Há poucos dias li uma entrevista interessantíssima do Nadal ao Neil Harman, do The Times, direto de Mallorca.  Deu para ver claramente naquele sincero bate-papo com o jornalista britânico que ele não estava com pressa de voltar e que só retornaria ao circuito quando se sentisse bem. Foi o que aconteceu com ele agora e o fez desistir de Doha e do Australian Open.

“Vou tentar jogar nas próxima semanas sabendo que não estarei perfeito ainda. Os medicos dizem que as imagens estão boas e isso me acalma, mas ainda sinto algo. Preciso ser cuidadoso e focado em como o joelho está melhorando ou piorando a cada dia e não cometer um erro que seja prejudicial para o futuro.
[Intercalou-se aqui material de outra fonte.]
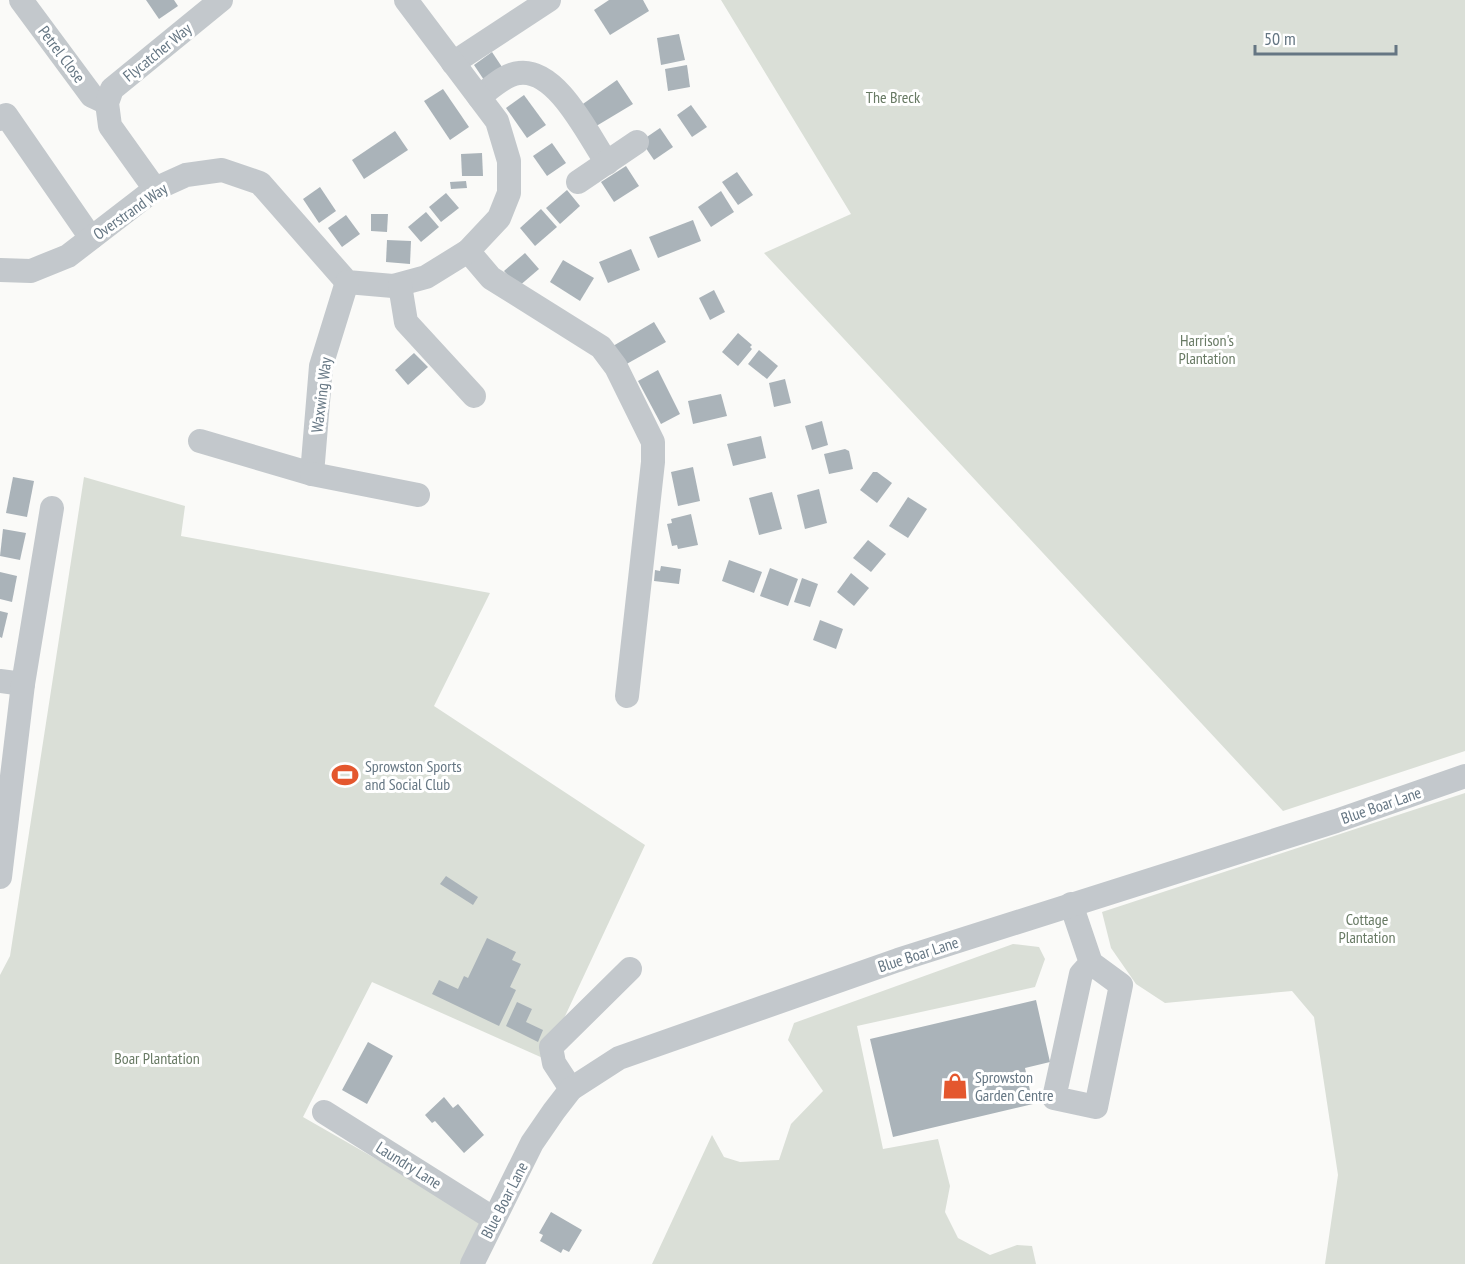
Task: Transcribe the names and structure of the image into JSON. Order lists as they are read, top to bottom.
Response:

Eu ainda não tenho a sensação de estar 100%. Hoje mesmo não é o caso. Não gosto de estar em quadra e não poder correr o quanto quero e preciso. Se isso acontecer, vou mudar minha cabeca, voltar para Mallorca e continuar treinando para continuar a minha recuperação e tentar jogar no saibro. Não quero começar com grandes dúvidas no joelho.”

Nadal Australian Open Essas foram as palavras de Nadal ao jornalista britânico, há 6 dias. Apesar do problema oficial anunciado para a desistência de Doha e do Australian Open ter sido um vírus estomacal, é claro que Nadal não começaria jogando um torneio de 5 sets depois de ter ficado mais de meio ano sem jogar e ele já deixou explícito nestas palavras que ainda não se sentia 100%.
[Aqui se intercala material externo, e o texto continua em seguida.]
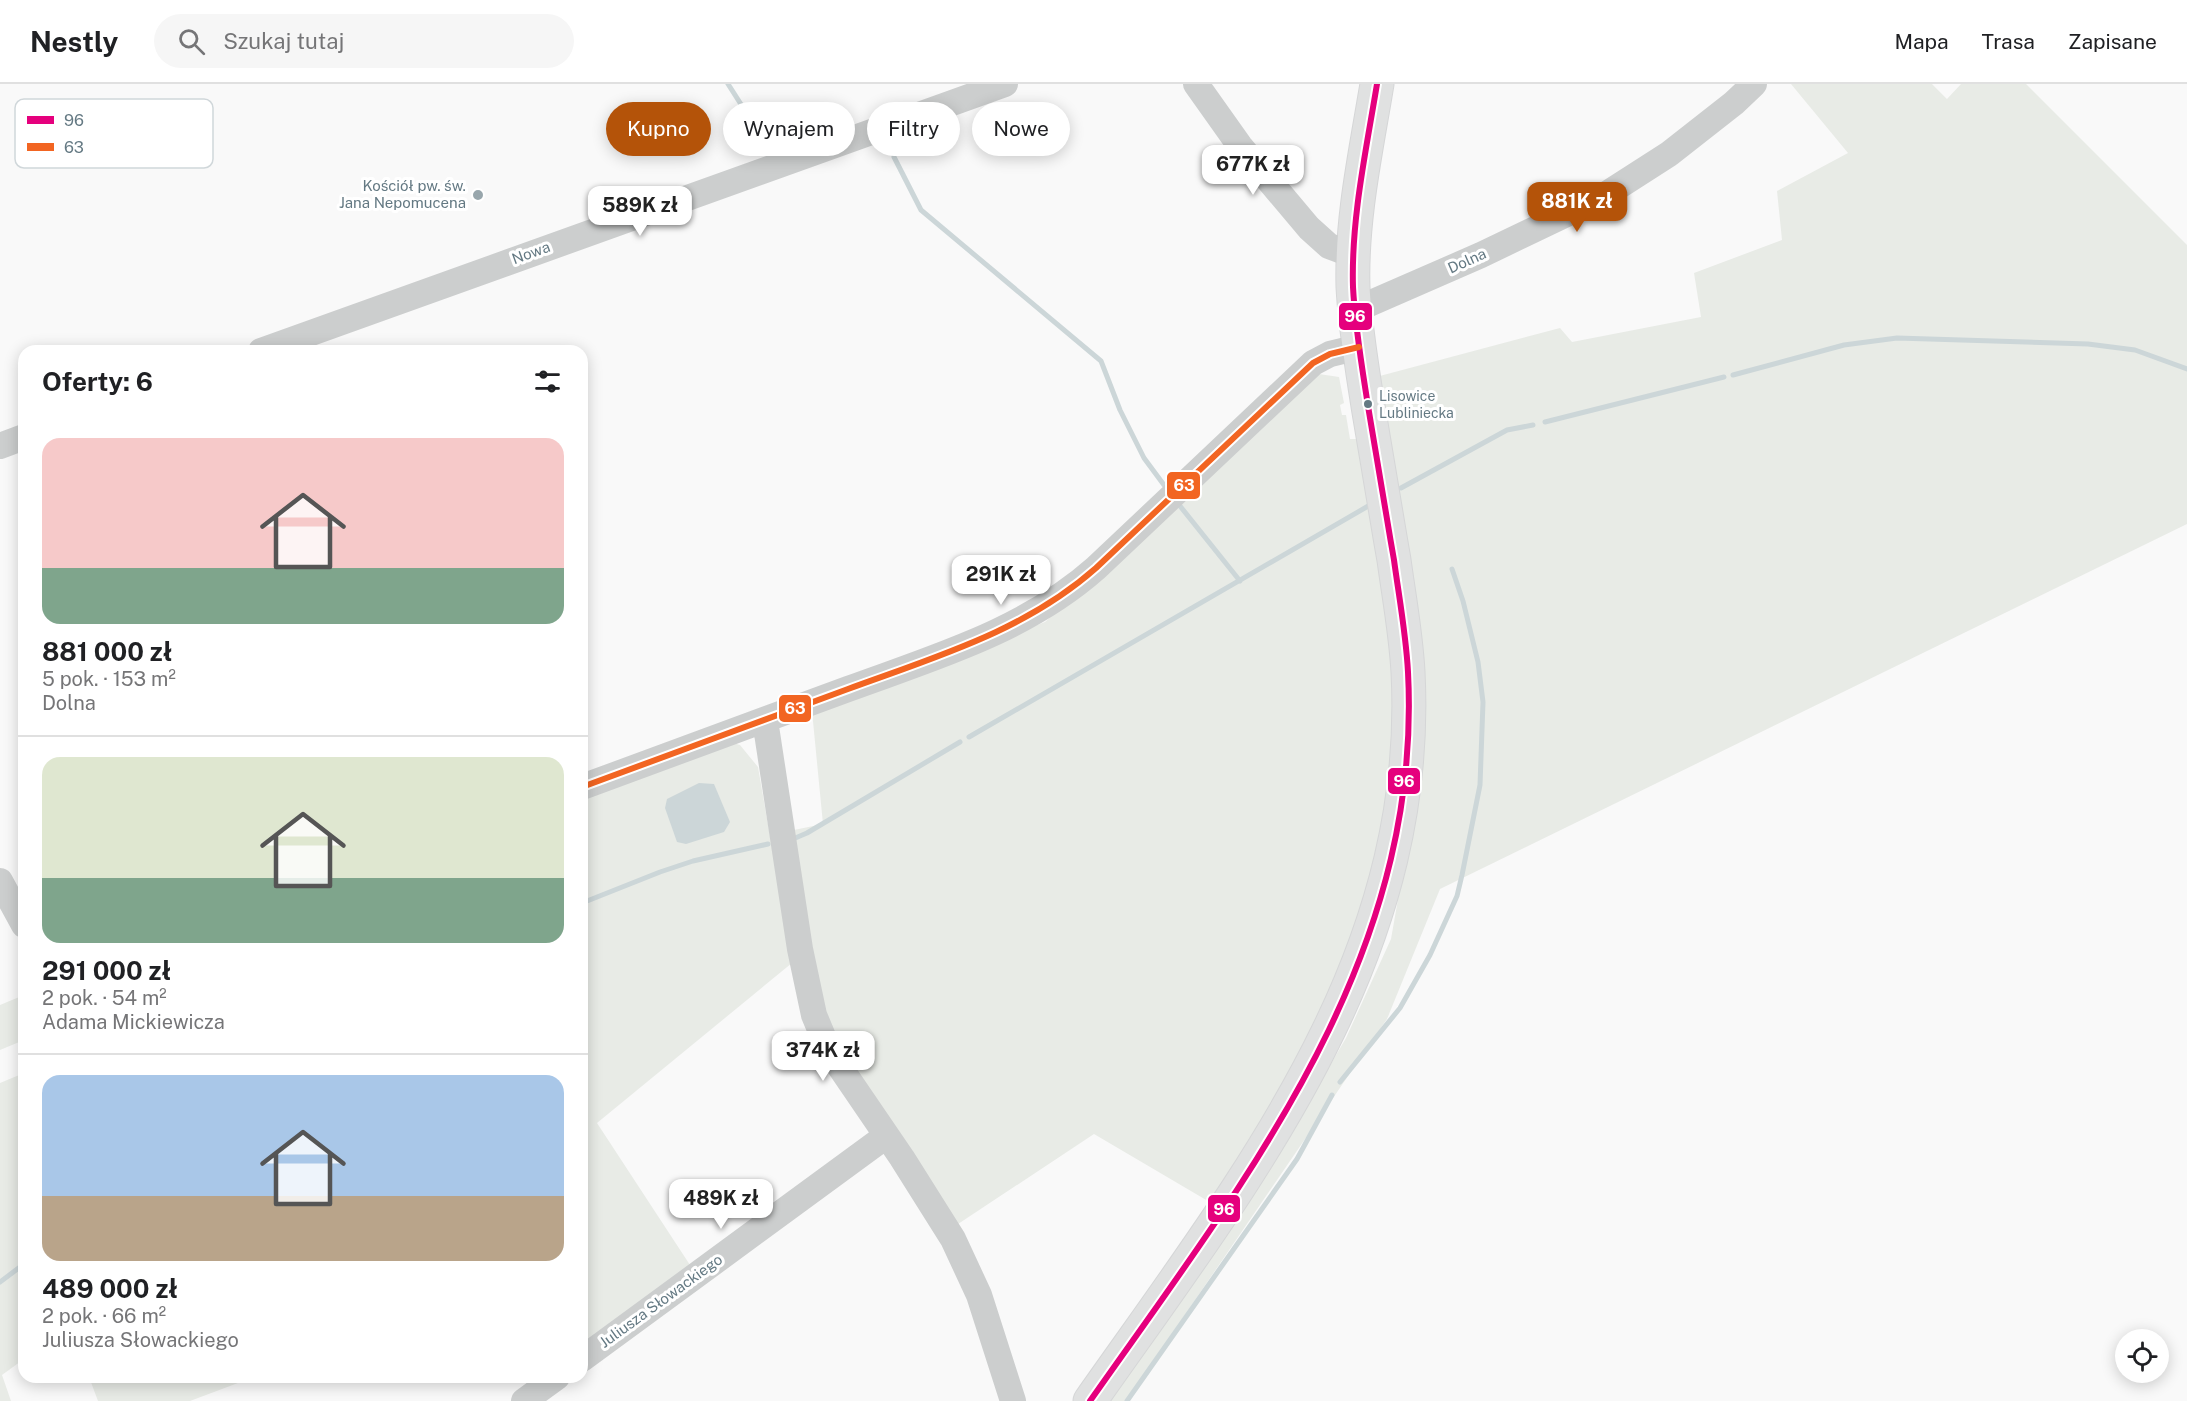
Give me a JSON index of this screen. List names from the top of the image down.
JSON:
{
  "streets": {
    "street": ["Nowa", "Dolna", "Juliusza Słowackiego"]
  },
  "places": ["Kościół pw. św. Jana Nepomucena", "Lisowice Lubliniecka"],
  "lines": ["transit line 96", "transit line 63"],
  "legend": ["96", "63"],
  "page": {
    "header": "Nestly",
    "search": "Szukaj tutaj",
    "nav": ["Mapa", "Trasa", "Zapisane"],
    "chip": [
      "Kupno",
      "Wynajem",
      "Filtry",
      "Nowe"
    ],
    "price": [
      "677K zł",
      "881K zł",
      "589K zł",
      "291K zł",
      "374K zł",
      "489K zł"
    ],
    "heading": "Oferty: 6",
    "list": [
      {
        "name": "881 000 zł",
        "note": "5 pok. · 153 m² · Dolna"
      },
      {
        "name": "291 000 zł",
        "note": "2 pok. · 54 m² · Adama Mickiewicza"
      },
      {
        "name": "489 000 zł",
        "note": "2 pok. · 66 m² · Juliusza Słowackiego"
      }
    ]
  }
}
Acompanhei de pertíssimo a luta do Guga para voltar a competir nas diferentes e difíceis fases da lesão no quadril, cirurgias e reabilitações. Não quero fazer uma comparação, mas vendo o que vai acontecendo com Nadal lembro muito dessa fase do Guga de tentar voltar a competir. Foram vários torneios cancelados, mini-lesões que foram surgindo – claro, você fica sem competir e sem treinar como fazia antes e diversas partes do corpo vão enfraquecendo e isso muitas vezes você só consegue equilibrar com a competição – expectativas frustradas e foi preciso muita paciência.
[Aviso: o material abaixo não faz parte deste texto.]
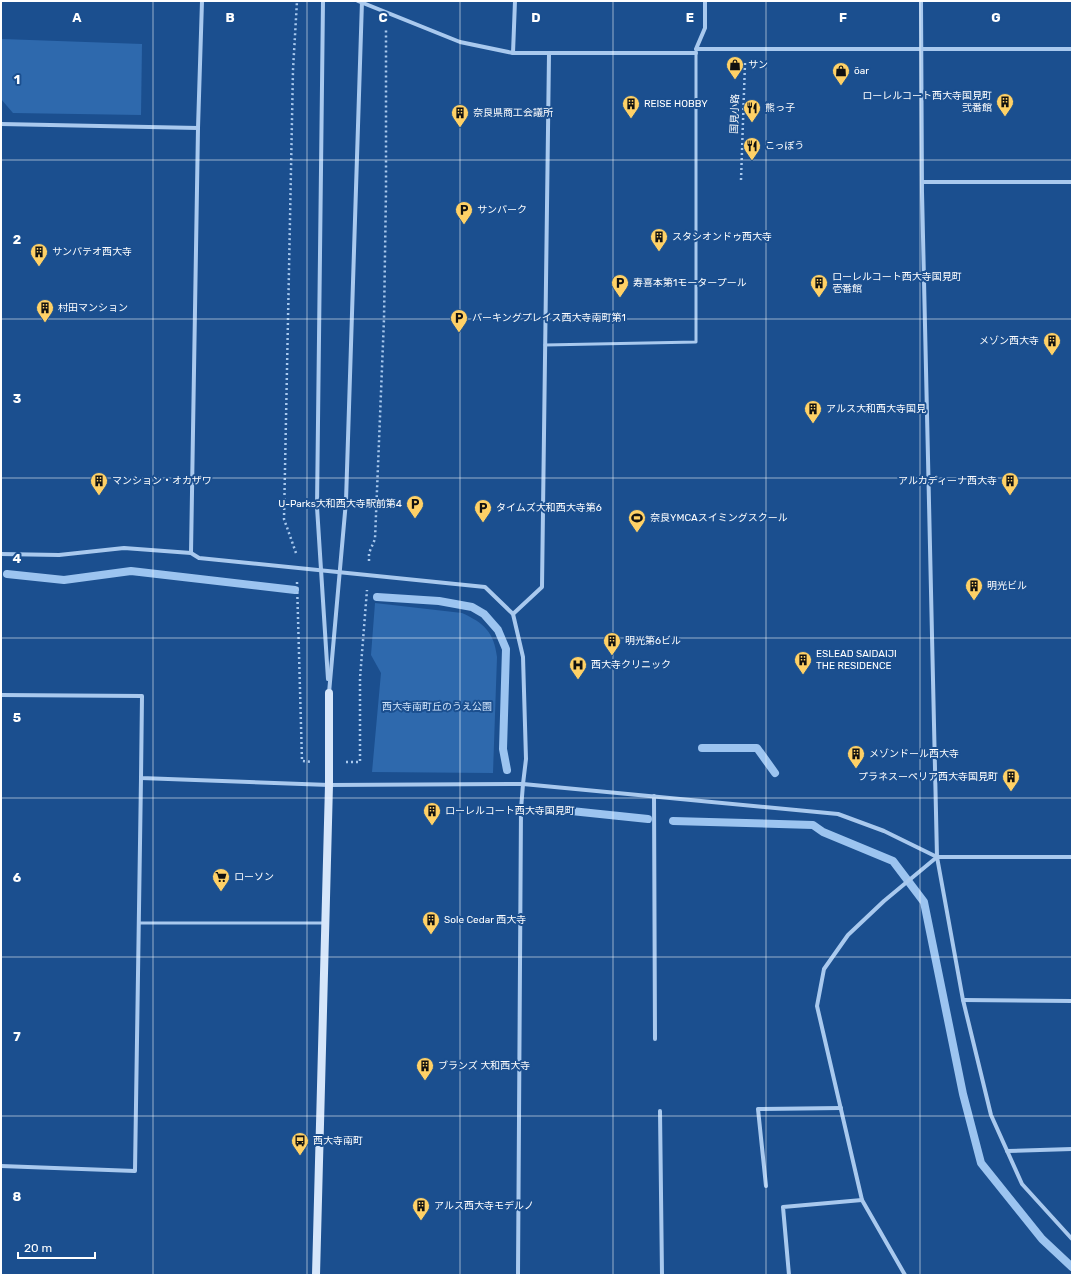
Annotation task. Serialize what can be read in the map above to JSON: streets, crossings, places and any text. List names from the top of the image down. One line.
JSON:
{"streets":{"path":["国見小路"]},"parks":["西大寺南町丘のうえ公園"],"places":{"shop":["サン","öar"],"building":["ローレルコート西大寺国見町 弐番館","REISE HOBBY","奈良県商工会議所","スタシオンドゥ西大寺","サンパテオ西大寺","ローレルコート西大寺国見町 壱番館","村田マンション","メゾン西大寺","アルス大和西大寺国見","マンション・オカザワ","アルカディーナ西大寺","明光ビル","明光第6ビル","ESLEAD SAIDAIJI THE RESIDENCE","メゾンドール西大寺","プラネスーペリア西大寺国見町","ローレルコート西大寺国見町","Sole Cedar 西大寺","ブランズ 大和西大寺","アルス西大寺モデルノ"],"restaurant":["熊っ子","こっぽう"],"parking":["サンパーク","寿喜本第1モータープール","パーキングプレイス西大寺南町第1","U-Parks大和西大寺駅前第4","タイムズ大和西大寺第6"],"sports":["奈良YMCAスイミングスクール"],"hospital":["西大寺クリニック"],"supermarket":["ローソン"],"bus stop":["西大寺南町"]},"scale_bar":"20 m","grid":{"columns":["A","B","C","D","E","F","G"],"rows":["1","2","3","4","5","6","7","8"]}}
O que mais Rafael Nadal precisa neste momento é de muita calma nessa hora. Calma que tenho certeza que ele tem, apesar de dúvidas e incertezas pairarem sobre a sua cabeça, mas principalmente calma do público, da imprensa e de todos que estão a sua volta. O que ele não precisa é da pressão extra, mas essa é praticamente inevitável.

“Não faço as coisas pensando no que os outros vão dizer de mim. Faço do meu jeito. Tento fazer o que é certo para mim. Sinto falta de entrar na quadra e competir, mas tenho que aceitar e esperar o momento correto para voltar. Vai demorar e as pessoas tem que entender que quando você fica fora da competição e sem jogar por muito tempo, vai ter problemas para voltar ao seu melhor, mas essa é a beleza da vida, te dá desafios, acho que já passei por alguns e espero passar por este de novo.”  Nadal lesao

Tudo nessa entrevista ao The Times já indicava que ele poderia, sem qualquer problema, desisitir destes primeiros torneios.

Eu também havia dito que só escreveria depois do meu intensivo na The School of Life, mas meus dedos não aguentaram a vontade de relatar essa história.

E as especulações do momento da volta de Nadal continuarão. Ele escreveu claramente no comunicado que voltará em Acapulco, mas que não descartaria jogar algum torneio antes.